Data to process:
┄┄┄┄┄┄┄┄┄┄┄┄┄┄┄┄┄┄┄┄
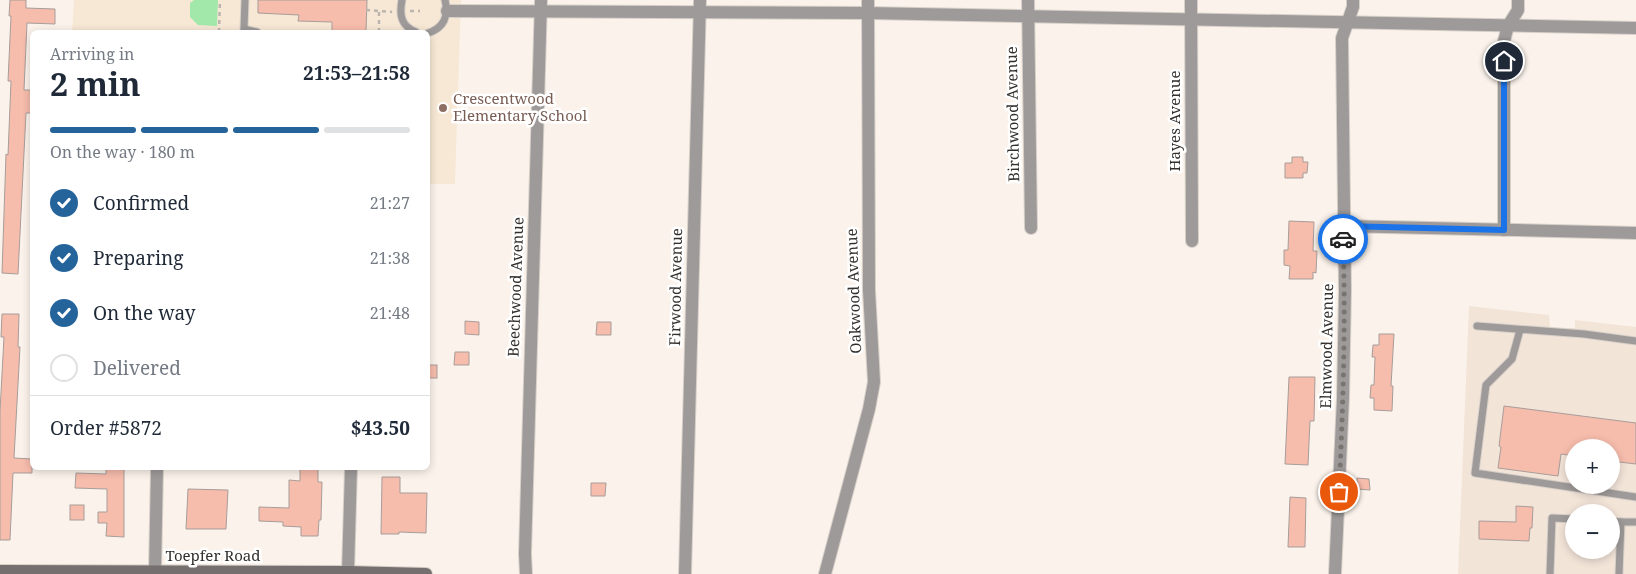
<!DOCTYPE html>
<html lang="en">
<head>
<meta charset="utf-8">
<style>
  body { margin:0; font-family:"Noto Serif",serif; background:#f6f6f7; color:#1f2937; height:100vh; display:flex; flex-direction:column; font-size:19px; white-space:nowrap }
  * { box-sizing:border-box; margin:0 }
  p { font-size:16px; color:#747a83 }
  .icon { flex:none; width:28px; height:28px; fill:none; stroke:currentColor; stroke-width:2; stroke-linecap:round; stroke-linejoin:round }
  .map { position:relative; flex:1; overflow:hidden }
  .sheet { position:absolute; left:30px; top:30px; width:400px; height:440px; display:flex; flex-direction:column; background:#fff; border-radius:8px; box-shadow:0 2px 8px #0003 }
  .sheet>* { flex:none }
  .tools { position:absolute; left:1565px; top:439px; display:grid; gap:10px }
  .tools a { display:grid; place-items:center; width:55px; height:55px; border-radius:50%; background:#fff; box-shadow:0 2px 8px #0003; font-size:25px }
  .pin { position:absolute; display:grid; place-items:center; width:42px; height:42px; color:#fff; margin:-21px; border:2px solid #fff; border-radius:50%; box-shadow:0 1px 5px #0007 }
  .courier { position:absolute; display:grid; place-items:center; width:50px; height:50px; margin:-25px; border:4px solid #1a73e8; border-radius:50%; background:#fff; color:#222; box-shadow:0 1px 6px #0007 }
  .headline em { font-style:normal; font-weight:700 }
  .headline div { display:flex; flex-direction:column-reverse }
  .headline { display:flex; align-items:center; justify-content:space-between; height:85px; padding:0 20px }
  h1 { font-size:32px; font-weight:700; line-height:38px }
  .bar { display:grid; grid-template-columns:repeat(4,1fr); gap:8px 5px; align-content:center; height:60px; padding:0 20px }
  .bar i { height:6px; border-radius:4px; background:#e0e1e3 }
  .bar .on { background:#25649b }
  .bar p { grid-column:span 4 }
  .line { display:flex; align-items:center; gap:12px; padding:0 20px; border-top:1px solid #e0e1e3 }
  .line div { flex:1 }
  ol { padding:0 20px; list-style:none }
  li { display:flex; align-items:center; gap:15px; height:55px }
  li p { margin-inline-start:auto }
  li .icon { padding:5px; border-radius:50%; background:#25649b; color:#fff; stroke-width:4 }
  li:last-child { color:#747a83 }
  li i { width:28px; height:28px; border:2px solid #e0e1e3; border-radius:50% }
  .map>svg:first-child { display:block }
  .built { fill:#f3e4d8; fill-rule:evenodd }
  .education { fill:#f7e8d5 }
  .green { fill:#a1e8aa }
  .building { fill:#f6bcac; stroke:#a89d9a }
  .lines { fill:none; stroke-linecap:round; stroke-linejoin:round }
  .lane-casing { stroke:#d7d0c9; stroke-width:9 }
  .street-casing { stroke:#d7d0c9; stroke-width:14 }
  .secondary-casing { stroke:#d7d0c9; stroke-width:14 }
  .path { stroke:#bcb5af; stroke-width:2.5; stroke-dasharray:4 4; stroke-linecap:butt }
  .lane { stroke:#9f9a9a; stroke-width:7 }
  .street { stroke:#9f9a9a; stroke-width:12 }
  .secondary { stroke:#766f6f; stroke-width:12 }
  .done { stroke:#78746f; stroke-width:5; stroke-dasharray:0 9 }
  .route { stroke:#1a73e8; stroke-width:6 }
  .education-dot { fill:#8d6e63; stroke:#fff; stroke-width:2 }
  .labels { text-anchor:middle; stroke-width:5; stroke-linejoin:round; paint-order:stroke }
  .education-label { font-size:15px; fill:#785e54; stroke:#fff; text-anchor:start }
  .street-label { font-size:15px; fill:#322f2c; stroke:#fff }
</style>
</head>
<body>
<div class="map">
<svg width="1636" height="574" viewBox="0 0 1636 574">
  <rect width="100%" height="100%" fill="#fbf3eb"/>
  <path class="built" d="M1469,306L1549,315L1550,329L1575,328V320L1636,327V574H1458ZM1574,448H1611V485H1574ZM1574,512H1611V550H1574Z"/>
  <path class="education" d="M74,0H461L455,184H428V32H72Z"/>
  <path class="green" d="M194,0H218L217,26L198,25L190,17V3Z"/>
  <g class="building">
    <path d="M10,0H26V8L55,9V24L27,23L24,90H32V113H26L18,274L2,273L6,154L8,155L11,81H8L11,16H9Z"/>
    <path d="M258,0H367L366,32H332V22L298,21L299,15L258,13Z"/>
    <path d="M1292,157H1303V162H1308L1307,173H1303V178H1285V163H1292Z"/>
    <path d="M1289,221L1314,222L1313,251H1317L1316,273L1313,272V279H1289L1290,266L1284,265V250H1288Z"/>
    <path d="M2,314H19L18,347H20L14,458L32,459V473H13L10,540H0V411L4,337H1Z"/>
    <path d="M465,321L479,322V335L465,334Z"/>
    <path d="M597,322H611V335H596Z"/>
    <path d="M1379,334H1394L1391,386H1393L1392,411L1374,410V398H1370L1371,385H1374L1375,357H1372L1373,345H1379Z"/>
    <path d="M455,352H469V365H454Z"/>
    <rect x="428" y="365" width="9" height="13"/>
    <path d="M1289,377H1315L1314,421H1310L1308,465L1285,464Z"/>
    <path d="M1504,406L1636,423V464L1611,461V448H1574V456L1561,454L1558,476L1498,468L1501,447L1499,446Z"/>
    <path d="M106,468H124V537L106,536L107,523H98V512H107V489L75,488L76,473L106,474Z"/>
    <path d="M300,468H318V482H322L321,520H319L318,536H301V527L283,526V522L259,521V507L289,508V480L300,481Z"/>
    <path d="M382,477H400V493H427L426,533L399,532V534H381Z"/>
    <path d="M1357,478L1369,479L1370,490L1357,489Z"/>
    <path d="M591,483H606L605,496H591Z"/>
    <path d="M188,489L228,490L226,529H186Z"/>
    <path d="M1290,497L1306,498L1305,547H1288Z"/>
    <rect x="70" y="505" width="14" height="15"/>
    <path d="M1516,506L1533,507L1532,528H1530L1529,541L1479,539V521L1516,522Z"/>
  </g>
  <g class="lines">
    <g class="lane-casing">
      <g id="lane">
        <path d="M245,0L244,29L257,32"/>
        <path d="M402,0C399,15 401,26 416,32"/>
        <path d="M428,33C444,28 449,16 445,0"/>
        <path d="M1477,326L1584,334L1636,341"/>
        <path d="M1520,330L1512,359L1486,385L1475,473L1636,497"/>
        <path d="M1611,521L1621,522L1619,574"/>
        <path d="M1621,522H1636"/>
        <path d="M1550,574L1552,518L1574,519"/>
      </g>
    </g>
    <g class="street-casing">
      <g id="street">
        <path d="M1028,0L1031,228"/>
        <path d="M1191,0L1192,241"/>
        <path d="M447,11L868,13L1636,28"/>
        <path d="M1343,226L1636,233"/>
        <path d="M1504,230V41L1508,26L1518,10V0"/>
        <path d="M155,572L157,468"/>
        <path d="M348,572L351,468"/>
        <path d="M526,574L525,554L541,0"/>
        <path d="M685,574L700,0"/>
        <path d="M825,574L869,409L874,382L869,290L868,0"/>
        <path d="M1335,574L1343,398L1345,290L1342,38L1353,7V0"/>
      </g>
    </g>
    <g class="secondary-casing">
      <path id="secondary" d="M0,571L348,572L426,574"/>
    </g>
    <g class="path">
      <path d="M366,10L392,12"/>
      <path d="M410,11H420"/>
      <path d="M219,32L220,0"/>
      <path d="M379,32V11"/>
    </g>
    <use href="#lane" class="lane"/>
    <use href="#street" class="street"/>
    <use href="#secondary" class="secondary"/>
  </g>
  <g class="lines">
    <path class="done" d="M1339,492C1343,408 1346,323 1343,239"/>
    <path class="route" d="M1343,239V226L1504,230V61"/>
  </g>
  <circle class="education-dot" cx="443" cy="108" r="5"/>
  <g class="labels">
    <g class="education-label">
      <text x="453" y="104">Crescentwood<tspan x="453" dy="17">Elementary School</tspan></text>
    </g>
    <g class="street-label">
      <text transform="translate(1013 114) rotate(-91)" y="5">Birchwood Avenue</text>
      <text transform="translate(1175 121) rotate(-90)" y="5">Hayes Avenue</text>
      <text transform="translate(516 287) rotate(-88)" y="5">Beechwood Avenue</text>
      <text transform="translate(676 287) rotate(-89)" y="5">Firwood Avenue</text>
      <text transform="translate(854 291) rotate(-92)" y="5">Oakwood Avenue</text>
      <text transform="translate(1327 346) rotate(-89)" y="5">Elmwood Avenue</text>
      <text x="213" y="561">Toepfer Road</text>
    </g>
  </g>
</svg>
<div class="tools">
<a>+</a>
<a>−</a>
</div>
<div class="pin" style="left:1339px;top:492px;background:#ea580c"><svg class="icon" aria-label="bag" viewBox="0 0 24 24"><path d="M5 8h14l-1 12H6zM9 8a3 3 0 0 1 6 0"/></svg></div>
<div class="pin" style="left:1504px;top:61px;background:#1f2937"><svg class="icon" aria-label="home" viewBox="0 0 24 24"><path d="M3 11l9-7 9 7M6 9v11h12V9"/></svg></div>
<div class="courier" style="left:1343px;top:239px"><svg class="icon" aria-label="car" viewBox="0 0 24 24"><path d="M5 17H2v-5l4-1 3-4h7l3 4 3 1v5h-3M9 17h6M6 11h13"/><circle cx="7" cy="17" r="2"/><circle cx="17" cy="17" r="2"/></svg></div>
<section class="sheet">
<div class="headline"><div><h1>2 min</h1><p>Arriving in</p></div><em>21:53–21:58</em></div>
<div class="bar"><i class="on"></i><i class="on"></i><i class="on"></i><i></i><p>On the way · 180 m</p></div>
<ol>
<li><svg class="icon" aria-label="check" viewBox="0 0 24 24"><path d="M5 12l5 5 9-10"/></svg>Confirmed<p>21:27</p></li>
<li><svg class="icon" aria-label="check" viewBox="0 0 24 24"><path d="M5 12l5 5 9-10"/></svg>Preparing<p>21:38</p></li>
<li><svg class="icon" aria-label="check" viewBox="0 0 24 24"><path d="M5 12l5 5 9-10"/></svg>On the way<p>21:48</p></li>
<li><i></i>Delivered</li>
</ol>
<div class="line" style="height:65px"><div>Order #5872</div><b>$43.50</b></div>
</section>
</div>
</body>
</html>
┄┄┄┄┄┄┄┄┄┄┄┄┄┄┄┄┄┄┄┄
Task description: While leaving pictures out, reproduce exactly the lines from the beginning of the listing above through the line containing "position:relative; flex:1; overflow:hidden", both ends included.

Output:
<!DOCTYPE html>
<html lang="en">
<head>
<meta charset="utf-8">
<style>
  body { margin:0; font-family:"Noto Serif",serif; background:#f6f6f7; color:#1f2937; height:100vh; display:flex; flex-direction:column; font-size:19px; white-space:nowrap }
  * { box-sizing:border-box; margin:0 }
  p { font-size:16px; color:#747a83 }
  .icon { flex:none; width:28px; height:28px; fill:none; stroke:currentColor; stroke-width:2; stroke-linecap:round; stroke-linejoin:round }
  .map { position:relative; flex:1; overflow:hidden }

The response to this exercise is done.